*What is required:*
Every line below that has the string "yChannelSelector" needs to be copied.

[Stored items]
================================

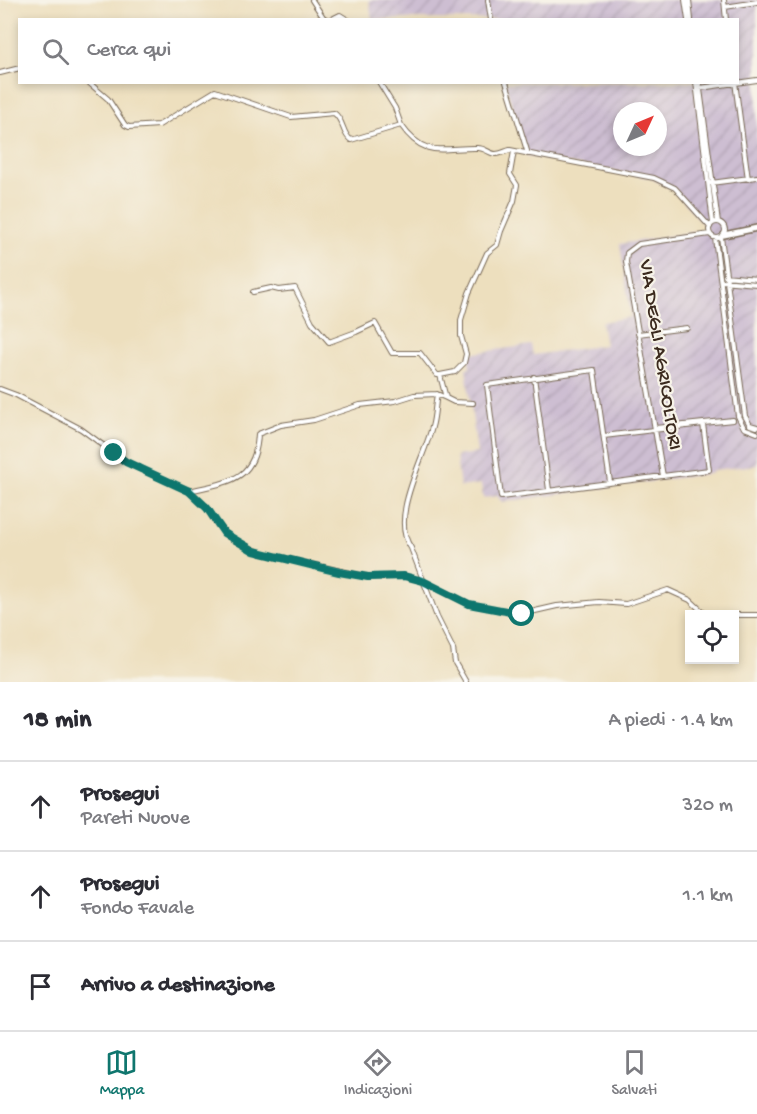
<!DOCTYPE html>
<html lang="it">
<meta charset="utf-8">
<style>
:root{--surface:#fff;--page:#f2f2f3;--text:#2b2b33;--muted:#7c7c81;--line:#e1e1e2;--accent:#0f766e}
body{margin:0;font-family:"Gochi Hand",sans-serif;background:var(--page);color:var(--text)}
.controls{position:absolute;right:18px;bottom:18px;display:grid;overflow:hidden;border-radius:0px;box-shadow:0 3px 9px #0003}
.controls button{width:54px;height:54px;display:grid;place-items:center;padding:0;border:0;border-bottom:2px solid var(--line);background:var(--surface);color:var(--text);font:30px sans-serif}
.compass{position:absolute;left:613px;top:102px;width:54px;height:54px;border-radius:50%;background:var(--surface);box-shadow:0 3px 9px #0003;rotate:46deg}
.stop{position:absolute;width:18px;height:18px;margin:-14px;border:4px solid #0f766e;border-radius:50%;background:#fff}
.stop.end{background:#0f766e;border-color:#fff;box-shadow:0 2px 6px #0008}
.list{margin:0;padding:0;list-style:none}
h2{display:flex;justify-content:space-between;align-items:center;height:78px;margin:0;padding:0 24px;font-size:26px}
h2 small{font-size:20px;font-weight:400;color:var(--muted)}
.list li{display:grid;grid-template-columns:39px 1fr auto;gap:18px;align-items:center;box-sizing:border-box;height:90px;padding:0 24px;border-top:2px solid var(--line)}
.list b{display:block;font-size:22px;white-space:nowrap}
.list p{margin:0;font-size:20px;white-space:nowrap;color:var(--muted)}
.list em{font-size:20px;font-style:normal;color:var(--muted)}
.icon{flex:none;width:33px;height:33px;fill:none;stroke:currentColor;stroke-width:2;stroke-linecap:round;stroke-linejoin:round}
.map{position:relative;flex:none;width:757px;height:682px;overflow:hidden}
.search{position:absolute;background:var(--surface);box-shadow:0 3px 9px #0003;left:18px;right:18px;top:18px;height:66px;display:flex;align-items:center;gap:15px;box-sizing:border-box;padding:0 21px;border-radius:0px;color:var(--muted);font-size:22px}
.sheet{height:348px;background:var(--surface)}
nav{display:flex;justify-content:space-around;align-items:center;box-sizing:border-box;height:84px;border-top:2px solid var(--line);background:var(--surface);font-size:16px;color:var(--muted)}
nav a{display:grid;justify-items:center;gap:3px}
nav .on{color:var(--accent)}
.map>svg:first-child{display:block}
.industrial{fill:url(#industrial-furrows);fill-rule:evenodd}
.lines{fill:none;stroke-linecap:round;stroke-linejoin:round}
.minor-casing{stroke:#796956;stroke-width:6}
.major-casing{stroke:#796956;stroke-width:8}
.minor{stroke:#fff;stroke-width:4}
.major{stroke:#fff;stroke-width:5}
.route{stroke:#0f766e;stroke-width:8}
.labels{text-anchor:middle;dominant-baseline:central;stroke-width:4.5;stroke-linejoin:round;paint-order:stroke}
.street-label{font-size:20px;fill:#3b2a1e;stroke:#f7f3e8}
</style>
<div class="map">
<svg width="757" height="682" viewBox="0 0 757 682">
<defs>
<pattern id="industrial-furrows" width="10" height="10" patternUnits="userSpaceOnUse" patternTransform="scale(1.5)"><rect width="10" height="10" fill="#cdbed2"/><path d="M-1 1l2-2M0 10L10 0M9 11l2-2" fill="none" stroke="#b1a3b4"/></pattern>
</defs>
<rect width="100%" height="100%" fill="#f7f3e8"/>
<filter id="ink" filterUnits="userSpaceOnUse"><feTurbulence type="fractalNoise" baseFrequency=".0167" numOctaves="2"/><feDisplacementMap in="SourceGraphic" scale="12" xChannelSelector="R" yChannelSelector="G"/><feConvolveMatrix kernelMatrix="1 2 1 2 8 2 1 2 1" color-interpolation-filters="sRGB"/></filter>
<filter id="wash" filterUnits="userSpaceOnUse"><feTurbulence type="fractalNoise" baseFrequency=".008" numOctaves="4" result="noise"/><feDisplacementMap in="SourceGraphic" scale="24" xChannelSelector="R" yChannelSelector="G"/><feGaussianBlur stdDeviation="1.35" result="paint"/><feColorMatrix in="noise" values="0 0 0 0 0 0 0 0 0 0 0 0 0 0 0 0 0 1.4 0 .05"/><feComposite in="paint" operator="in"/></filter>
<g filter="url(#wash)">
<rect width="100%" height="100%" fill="#eddfbe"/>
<path class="industrial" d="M369,0H757V465L713,470L712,473L502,502L497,496L483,498L481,484L460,487L456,456L477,453L466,368L470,367L468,354L531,345L533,355L605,345L601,322L631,317L620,244L708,230L674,190L651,178L527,156L505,83L738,82V20L372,19ZM622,111H658V147H622Z"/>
</g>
<g filter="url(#ink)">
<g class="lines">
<defs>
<path id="minor" d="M312,0L323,17L327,20
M488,0L491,20
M685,0L688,20
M689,0L691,20
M724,0L726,20
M725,7L757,2
M330,20L340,15L348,20
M0,73L20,68
M88,82L108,99L125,125L129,127L159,125L215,91L291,117L334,113C344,120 342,134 351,140L401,125C425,160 444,147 478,148C485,148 490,154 496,154C500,154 506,151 510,150L654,178L675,188L710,227
M379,82L395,108L401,125
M506,82L528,154
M696,82L713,223
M699,82L718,222
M735,82L748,179
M700,88L757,80
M711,183L757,177
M709 230a8 8 0 1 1 16 0a8 8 0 1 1-16 0Z
M721,237L745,416L750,425L757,427
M715,238L738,416L744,428L757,433
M725,276L757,279
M721,281L757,284
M253,292L271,288L279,290L295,288L312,322L329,342L356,332L375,323L392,353H420L437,375H440
M638,334L687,328
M534,377L549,490
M0,389L16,395L81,429L126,462L189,491L207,508L215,521L229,537L260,553L368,577L404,576L423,581L469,604L522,614L557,606L599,602L626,604L668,590L690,600L705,614
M446,398L454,402L473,403
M655,428L733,420
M604,436L703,424L709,470L501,497L487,385L594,370L610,482
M663,476L626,262L627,253L639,244L710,234
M189,491C228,482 256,481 258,434L281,425L314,420L360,405L395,401L414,395L437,394
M734,615H757
M466,682L455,663L453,649L437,617L411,548C389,518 424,459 432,427C435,417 435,405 437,394L446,398L440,375L455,372L464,363L466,354L461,336V320L469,293L487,253L497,245L501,231L514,201L517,185L510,174L514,151"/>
<path id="major" d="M724,235L757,228"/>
</defs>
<use href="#minor" class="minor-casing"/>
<use href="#major" class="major-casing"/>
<use href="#minor" class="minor"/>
<use href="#major" class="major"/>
</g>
</g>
<g class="lines" filter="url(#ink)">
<path class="route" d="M114,453L126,462L189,491L207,508L224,533L254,551L339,572L368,577L404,576L423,581L469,604L522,614"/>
</g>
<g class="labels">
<g class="street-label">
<text transform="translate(659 355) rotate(81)">VIA DEGLI AGRICOLTORI</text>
</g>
</g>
</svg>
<div class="controls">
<button><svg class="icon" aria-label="locate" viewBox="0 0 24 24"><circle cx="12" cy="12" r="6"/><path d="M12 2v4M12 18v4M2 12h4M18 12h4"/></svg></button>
</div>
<svg class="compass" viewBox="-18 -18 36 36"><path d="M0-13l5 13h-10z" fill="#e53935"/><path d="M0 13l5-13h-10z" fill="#7c7c81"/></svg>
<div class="stop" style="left:522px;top:614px"></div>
<div class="stop end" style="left:114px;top:453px"></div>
<div class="search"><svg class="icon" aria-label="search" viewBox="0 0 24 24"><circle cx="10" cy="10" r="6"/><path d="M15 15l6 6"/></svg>Cerca qui</div>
</div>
<section class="sheet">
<h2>18 min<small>A piedi · 1.4 km</small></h2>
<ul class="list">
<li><svg class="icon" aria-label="ahead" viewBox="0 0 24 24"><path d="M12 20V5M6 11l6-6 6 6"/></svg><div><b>Prosegui</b><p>Pareti Nuove</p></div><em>320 m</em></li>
<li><svg class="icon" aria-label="ahead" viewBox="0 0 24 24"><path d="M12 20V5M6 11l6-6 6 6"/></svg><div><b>Prosegui</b><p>Fondo Favale</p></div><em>1.1 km</em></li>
<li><svg class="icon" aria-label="arrive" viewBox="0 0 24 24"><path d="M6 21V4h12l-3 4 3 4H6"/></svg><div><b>Arrivo a destinazione</b></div></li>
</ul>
</section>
<nav>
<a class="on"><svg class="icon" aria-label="map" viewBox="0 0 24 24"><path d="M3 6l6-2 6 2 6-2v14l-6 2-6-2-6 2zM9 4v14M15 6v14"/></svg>Mappa</a>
<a><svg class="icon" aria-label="directions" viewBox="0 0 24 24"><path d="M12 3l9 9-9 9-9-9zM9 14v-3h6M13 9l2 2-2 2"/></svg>Indicazioni</a>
<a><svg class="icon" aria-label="saved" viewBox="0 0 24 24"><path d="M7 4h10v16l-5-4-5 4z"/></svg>Salvati</a>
</nav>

================================

*Response to the task:*
<filter id="ink" filterUnits="userSpaceOnUse"><feTurbulence type="fractalNoise" baseFrequency=".0167" numOctaves="2"/><feDisplacementMap in="SourceGraphic" scale="12" xChannelSelector="R" yChannelSelector="G"/><feConvolveMatrix kernelMatrix="1 2 1 2 8 2 1 2 1" color-interpolation-filters="sRGB"/></filter>
<filter id="wash" filterUnits="userSpaceOnUse"><feTurbulence type="fractalNoise" baseFrequency=".008" numOctaves="4" result="noise"/><feDisplacementMap in="SourceGraphic" scale="24" xChannelSelector="R" yChannelSelector="G"/><feGaussianBlur stdDeviation="1.35" result="paint"/><feColorMatrix in="noise" values="0 0 0 0 0 0 0 0 0 0 0 0 0 0 0 0 0 1.4 0 .05"/><feComposite in="paint" operator="in"/></filter>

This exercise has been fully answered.